TASK INSTRUCTIONS: Copy every line of the entries that has the string "list" in it.

RECORDS SHOWN:
• • • • •

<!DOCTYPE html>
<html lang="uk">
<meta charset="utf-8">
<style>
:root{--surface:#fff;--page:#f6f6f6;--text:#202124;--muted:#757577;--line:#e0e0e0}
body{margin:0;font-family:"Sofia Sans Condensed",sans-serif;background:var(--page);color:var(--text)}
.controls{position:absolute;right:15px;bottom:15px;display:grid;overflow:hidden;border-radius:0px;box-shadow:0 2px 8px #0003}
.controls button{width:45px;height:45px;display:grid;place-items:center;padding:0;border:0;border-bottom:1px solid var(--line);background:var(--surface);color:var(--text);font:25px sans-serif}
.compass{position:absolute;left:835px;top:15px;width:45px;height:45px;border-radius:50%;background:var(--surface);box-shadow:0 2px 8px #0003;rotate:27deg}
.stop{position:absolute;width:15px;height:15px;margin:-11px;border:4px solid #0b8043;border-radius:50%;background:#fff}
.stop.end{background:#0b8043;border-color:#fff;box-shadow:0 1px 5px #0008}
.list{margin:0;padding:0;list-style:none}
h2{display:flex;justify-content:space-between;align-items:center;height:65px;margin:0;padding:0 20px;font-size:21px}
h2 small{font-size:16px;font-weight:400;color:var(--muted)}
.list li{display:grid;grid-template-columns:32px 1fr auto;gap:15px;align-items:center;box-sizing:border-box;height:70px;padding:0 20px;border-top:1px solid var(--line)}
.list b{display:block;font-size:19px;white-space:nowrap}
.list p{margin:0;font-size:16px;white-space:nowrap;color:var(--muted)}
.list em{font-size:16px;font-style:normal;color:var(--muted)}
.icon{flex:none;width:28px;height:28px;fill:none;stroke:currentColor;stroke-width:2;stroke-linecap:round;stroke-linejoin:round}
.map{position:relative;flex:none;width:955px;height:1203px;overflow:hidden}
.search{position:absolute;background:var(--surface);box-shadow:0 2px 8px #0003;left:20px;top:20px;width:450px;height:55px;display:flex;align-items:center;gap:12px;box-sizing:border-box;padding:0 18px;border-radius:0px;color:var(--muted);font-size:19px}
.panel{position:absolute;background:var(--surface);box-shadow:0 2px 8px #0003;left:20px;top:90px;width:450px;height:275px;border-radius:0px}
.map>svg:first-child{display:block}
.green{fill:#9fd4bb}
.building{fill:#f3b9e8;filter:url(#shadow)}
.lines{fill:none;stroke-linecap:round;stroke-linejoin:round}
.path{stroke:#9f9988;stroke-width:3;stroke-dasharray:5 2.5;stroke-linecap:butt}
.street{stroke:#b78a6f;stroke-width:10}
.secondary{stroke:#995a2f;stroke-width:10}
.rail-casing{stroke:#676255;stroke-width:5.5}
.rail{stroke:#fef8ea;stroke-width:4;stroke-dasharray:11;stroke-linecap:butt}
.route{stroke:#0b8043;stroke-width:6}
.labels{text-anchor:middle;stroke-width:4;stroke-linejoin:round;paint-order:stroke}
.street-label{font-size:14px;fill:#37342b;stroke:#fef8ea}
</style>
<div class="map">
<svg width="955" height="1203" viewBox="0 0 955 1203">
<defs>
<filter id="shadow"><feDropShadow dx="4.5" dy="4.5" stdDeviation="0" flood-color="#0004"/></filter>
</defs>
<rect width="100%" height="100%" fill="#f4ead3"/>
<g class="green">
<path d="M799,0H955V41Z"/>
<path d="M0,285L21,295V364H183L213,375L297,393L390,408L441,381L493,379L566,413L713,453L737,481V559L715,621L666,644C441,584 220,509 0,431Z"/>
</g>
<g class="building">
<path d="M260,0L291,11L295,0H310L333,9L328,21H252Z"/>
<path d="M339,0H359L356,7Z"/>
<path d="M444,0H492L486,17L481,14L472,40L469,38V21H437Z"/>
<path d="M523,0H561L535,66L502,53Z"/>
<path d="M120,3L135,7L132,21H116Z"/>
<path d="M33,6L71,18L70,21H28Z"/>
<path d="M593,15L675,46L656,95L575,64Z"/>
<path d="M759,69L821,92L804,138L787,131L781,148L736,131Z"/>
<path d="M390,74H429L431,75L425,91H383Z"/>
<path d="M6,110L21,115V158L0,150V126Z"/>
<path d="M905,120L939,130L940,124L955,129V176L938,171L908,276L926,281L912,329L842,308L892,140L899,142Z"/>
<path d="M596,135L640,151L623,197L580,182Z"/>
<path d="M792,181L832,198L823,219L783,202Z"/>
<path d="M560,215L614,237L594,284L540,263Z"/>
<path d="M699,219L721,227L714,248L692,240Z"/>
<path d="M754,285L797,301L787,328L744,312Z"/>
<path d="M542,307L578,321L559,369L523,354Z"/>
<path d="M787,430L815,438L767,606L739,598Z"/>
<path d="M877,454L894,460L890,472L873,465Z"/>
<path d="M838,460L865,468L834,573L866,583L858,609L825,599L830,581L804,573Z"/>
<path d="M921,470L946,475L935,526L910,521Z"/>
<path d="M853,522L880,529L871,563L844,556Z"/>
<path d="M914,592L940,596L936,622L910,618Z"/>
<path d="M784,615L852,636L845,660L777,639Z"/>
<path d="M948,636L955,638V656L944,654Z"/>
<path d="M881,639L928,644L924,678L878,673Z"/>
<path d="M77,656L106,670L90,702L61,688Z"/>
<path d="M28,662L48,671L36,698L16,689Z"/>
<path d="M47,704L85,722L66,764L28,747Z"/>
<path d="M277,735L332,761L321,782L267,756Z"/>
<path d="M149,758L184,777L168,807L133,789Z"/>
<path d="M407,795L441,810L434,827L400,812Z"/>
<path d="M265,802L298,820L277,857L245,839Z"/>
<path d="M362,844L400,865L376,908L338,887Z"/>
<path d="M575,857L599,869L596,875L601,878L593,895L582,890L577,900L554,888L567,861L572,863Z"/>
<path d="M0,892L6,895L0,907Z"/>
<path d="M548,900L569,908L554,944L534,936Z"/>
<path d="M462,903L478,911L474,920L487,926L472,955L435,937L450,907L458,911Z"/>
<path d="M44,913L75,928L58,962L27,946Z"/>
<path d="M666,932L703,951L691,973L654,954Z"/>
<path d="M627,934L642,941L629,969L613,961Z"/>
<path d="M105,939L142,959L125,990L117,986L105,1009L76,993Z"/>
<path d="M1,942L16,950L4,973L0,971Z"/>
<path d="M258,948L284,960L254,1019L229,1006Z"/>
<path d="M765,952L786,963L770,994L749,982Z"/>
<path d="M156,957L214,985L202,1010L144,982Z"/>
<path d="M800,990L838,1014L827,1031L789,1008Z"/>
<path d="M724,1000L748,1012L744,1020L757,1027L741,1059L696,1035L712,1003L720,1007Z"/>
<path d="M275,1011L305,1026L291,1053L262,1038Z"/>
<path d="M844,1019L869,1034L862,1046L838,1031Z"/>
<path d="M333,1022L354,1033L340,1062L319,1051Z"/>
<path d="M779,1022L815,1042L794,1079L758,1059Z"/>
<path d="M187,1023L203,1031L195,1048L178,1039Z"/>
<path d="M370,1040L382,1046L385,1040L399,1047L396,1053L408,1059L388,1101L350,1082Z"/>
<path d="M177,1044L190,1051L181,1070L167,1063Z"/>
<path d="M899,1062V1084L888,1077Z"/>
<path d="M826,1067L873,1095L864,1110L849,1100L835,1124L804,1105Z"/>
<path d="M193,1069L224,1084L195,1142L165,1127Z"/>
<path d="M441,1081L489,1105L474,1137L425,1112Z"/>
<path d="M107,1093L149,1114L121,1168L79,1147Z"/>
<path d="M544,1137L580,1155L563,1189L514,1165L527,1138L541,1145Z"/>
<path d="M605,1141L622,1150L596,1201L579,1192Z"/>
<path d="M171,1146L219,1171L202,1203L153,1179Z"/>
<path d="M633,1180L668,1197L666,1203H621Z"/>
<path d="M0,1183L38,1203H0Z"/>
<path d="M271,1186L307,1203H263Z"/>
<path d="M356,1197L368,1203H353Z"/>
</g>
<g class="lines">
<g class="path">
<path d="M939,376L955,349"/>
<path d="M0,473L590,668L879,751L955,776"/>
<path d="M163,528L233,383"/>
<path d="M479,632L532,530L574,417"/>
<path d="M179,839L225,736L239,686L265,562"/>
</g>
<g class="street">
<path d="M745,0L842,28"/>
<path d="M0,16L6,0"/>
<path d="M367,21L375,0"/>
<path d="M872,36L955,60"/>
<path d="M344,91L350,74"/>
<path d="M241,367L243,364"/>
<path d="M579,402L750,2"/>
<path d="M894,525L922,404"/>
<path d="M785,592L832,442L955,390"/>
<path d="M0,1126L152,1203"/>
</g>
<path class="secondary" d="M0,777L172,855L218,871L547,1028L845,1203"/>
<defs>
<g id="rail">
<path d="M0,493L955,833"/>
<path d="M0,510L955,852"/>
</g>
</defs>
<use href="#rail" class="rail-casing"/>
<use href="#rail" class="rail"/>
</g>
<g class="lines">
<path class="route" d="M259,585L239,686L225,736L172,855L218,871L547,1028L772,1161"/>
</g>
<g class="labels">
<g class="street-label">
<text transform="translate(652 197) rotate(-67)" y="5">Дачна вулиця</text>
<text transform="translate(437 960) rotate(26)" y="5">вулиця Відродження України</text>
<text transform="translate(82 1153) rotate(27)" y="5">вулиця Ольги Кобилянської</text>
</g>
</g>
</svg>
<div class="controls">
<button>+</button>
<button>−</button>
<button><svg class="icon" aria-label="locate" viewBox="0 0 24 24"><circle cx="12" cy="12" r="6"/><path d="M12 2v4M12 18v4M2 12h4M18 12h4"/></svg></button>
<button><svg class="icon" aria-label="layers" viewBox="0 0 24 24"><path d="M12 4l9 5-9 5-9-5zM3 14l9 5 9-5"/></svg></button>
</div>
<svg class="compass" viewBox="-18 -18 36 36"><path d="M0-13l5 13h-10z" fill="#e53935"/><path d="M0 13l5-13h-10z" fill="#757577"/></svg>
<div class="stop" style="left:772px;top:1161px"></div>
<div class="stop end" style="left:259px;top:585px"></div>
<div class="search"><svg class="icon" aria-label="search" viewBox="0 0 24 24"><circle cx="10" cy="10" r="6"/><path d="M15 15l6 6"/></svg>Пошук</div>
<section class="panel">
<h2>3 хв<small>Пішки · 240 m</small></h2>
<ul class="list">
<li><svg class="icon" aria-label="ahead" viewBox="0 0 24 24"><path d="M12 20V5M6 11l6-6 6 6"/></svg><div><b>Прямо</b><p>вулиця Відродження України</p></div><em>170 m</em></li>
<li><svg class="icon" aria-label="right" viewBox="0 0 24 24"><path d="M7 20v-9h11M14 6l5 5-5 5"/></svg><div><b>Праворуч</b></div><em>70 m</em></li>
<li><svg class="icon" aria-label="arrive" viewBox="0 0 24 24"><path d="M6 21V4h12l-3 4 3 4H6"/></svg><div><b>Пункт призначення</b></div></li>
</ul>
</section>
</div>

• • • • •

WRITTEN ANSWER:
.list{margin:0;padding:0;list-style:none}
.list li{display:grid;grid-template-columns:32px 1fr auto;gap:15px;align-items:center;box-sizing:border-box;height:70px;padding:0 20px;border-top:1px solid var(--line)}
.list b{display:block;font-size:19px;white-space:nowrap}
.list p{margin:0;font-size:16px;white-space:nowrap;color:var(--muted)}
.list em{font-size:16px;font-style:normal;color:var(--muted)}
<ul class="list">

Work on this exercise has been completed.